I think for most of the meritocracy critics, "merit" is a set of qualifications from SAT scores, to degrees, to professional licenses. 

Another way to think of merit is as a system that aims to bracket the background and identity of the individual in order to emphasize their qualifications.
I think for most, critics or otherwise, "meritocracy" would mean something along the lines of a system in which the person selected for a position is the one best qualified and, as far as fair and unbiased selection processes can determine, likely to be the most capable to perform the role.  I think it would be very few that would use the word "meritocracy" to mean simply a "winner takes all" system because such a system does not necessarily have anything at all to do with "merit".
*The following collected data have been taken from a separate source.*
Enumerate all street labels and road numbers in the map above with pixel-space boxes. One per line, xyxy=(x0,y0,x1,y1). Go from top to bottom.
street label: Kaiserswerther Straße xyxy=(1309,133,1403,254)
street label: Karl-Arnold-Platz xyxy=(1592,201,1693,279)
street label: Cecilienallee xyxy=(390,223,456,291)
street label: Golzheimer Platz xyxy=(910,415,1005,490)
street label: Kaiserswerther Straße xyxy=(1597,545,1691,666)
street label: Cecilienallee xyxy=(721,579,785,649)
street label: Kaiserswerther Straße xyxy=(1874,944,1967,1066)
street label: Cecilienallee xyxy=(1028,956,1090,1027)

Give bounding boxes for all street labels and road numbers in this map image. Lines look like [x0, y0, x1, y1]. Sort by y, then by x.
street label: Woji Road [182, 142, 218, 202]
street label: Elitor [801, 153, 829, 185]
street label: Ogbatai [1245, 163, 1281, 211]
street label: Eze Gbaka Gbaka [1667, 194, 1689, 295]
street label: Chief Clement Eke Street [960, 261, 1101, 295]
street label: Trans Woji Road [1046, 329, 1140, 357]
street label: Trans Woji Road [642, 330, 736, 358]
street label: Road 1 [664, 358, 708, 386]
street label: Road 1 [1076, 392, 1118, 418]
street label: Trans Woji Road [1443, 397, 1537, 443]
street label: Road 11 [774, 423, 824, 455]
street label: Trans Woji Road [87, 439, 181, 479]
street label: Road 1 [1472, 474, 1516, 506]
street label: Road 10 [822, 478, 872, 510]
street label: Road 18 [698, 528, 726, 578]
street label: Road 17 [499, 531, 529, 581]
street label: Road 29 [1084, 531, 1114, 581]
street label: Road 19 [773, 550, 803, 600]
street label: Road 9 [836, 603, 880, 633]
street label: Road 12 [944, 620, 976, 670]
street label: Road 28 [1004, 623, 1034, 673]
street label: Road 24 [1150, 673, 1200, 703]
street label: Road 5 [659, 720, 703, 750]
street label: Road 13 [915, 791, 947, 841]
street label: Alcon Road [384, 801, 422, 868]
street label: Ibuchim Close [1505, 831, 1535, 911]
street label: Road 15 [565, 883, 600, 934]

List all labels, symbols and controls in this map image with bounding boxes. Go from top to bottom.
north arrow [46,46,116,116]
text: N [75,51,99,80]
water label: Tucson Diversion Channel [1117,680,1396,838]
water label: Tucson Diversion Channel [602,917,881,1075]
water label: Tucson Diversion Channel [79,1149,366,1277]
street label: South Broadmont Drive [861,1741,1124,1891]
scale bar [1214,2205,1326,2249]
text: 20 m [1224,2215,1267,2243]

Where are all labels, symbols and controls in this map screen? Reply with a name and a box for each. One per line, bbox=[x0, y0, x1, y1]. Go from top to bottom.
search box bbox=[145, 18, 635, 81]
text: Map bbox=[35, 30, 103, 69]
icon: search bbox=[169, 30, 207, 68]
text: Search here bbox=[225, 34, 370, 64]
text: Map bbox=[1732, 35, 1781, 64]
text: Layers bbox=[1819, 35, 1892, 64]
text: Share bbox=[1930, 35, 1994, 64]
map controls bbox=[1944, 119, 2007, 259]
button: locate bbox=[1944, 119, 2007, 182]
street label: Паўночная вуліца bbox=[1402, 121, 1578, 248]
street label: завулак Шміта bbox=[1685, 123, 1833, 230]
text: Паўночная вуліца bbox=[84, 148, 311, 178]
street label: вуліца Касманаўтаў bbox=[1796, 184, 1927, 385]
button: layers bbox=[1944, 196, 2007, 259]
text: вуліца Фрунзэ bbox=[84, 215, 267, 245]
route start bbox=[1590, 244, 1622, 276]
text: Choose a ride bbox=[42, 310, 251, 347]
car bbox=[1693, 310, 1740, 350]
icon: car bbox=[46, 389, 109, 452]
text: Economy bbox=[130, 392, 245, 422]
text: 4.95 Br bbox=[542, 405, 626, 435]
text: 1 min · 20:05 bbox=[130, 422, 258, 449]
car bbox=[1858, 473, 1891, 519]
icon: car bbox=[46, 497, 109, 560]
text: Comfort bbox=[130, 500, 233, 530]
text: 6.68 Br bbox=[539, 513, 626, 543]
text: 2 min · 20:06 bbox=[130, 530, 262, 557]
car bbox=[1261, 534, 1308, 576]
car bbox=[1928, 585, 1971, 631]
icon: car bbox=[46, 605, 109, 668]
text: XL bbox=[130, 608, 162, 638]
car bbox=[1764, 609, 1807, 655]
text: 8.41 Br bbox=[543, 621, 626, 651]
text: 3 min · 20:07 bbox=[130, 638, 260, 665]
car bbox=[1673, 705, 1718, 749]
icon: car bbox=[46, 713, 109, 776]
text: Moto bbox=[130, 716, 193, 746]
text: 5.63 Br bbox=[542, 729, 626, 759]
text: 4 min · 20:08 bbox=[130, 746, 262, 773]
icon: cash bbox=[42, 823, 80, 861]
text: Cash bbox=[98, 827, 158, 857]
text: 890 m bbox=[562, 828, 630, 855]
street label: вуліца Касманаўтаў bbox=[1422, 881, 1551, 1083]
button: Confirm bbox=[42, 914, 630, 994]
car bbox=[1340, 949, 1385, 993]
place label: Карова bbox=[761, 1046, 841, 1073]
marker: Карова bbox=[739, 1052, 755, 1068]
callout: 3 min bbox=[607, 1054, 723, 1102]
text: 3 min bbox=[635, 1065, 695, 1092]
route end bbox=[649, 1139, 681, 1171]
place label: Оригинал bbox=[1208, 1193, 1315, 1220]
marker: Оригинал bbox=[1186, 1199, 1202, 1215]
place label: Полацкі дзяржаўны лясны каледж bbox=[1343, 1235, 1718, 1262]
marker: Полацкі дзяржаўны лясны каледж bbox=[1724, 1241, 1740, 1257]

I freely grant you that the rich and powerful are better able to provide education, experience, resources, and support to their child to help them become such a person who would be selected in such a system described above.

Evidence shows the nearly irrefutable reality is that modern western democracies are not such systems.

Can you clarify the "such systems" comment above?

Are they not systems where those who are best able to fill a role are selected for it?

Or that they aren't systems where those with resources are better able to set their kids up for success?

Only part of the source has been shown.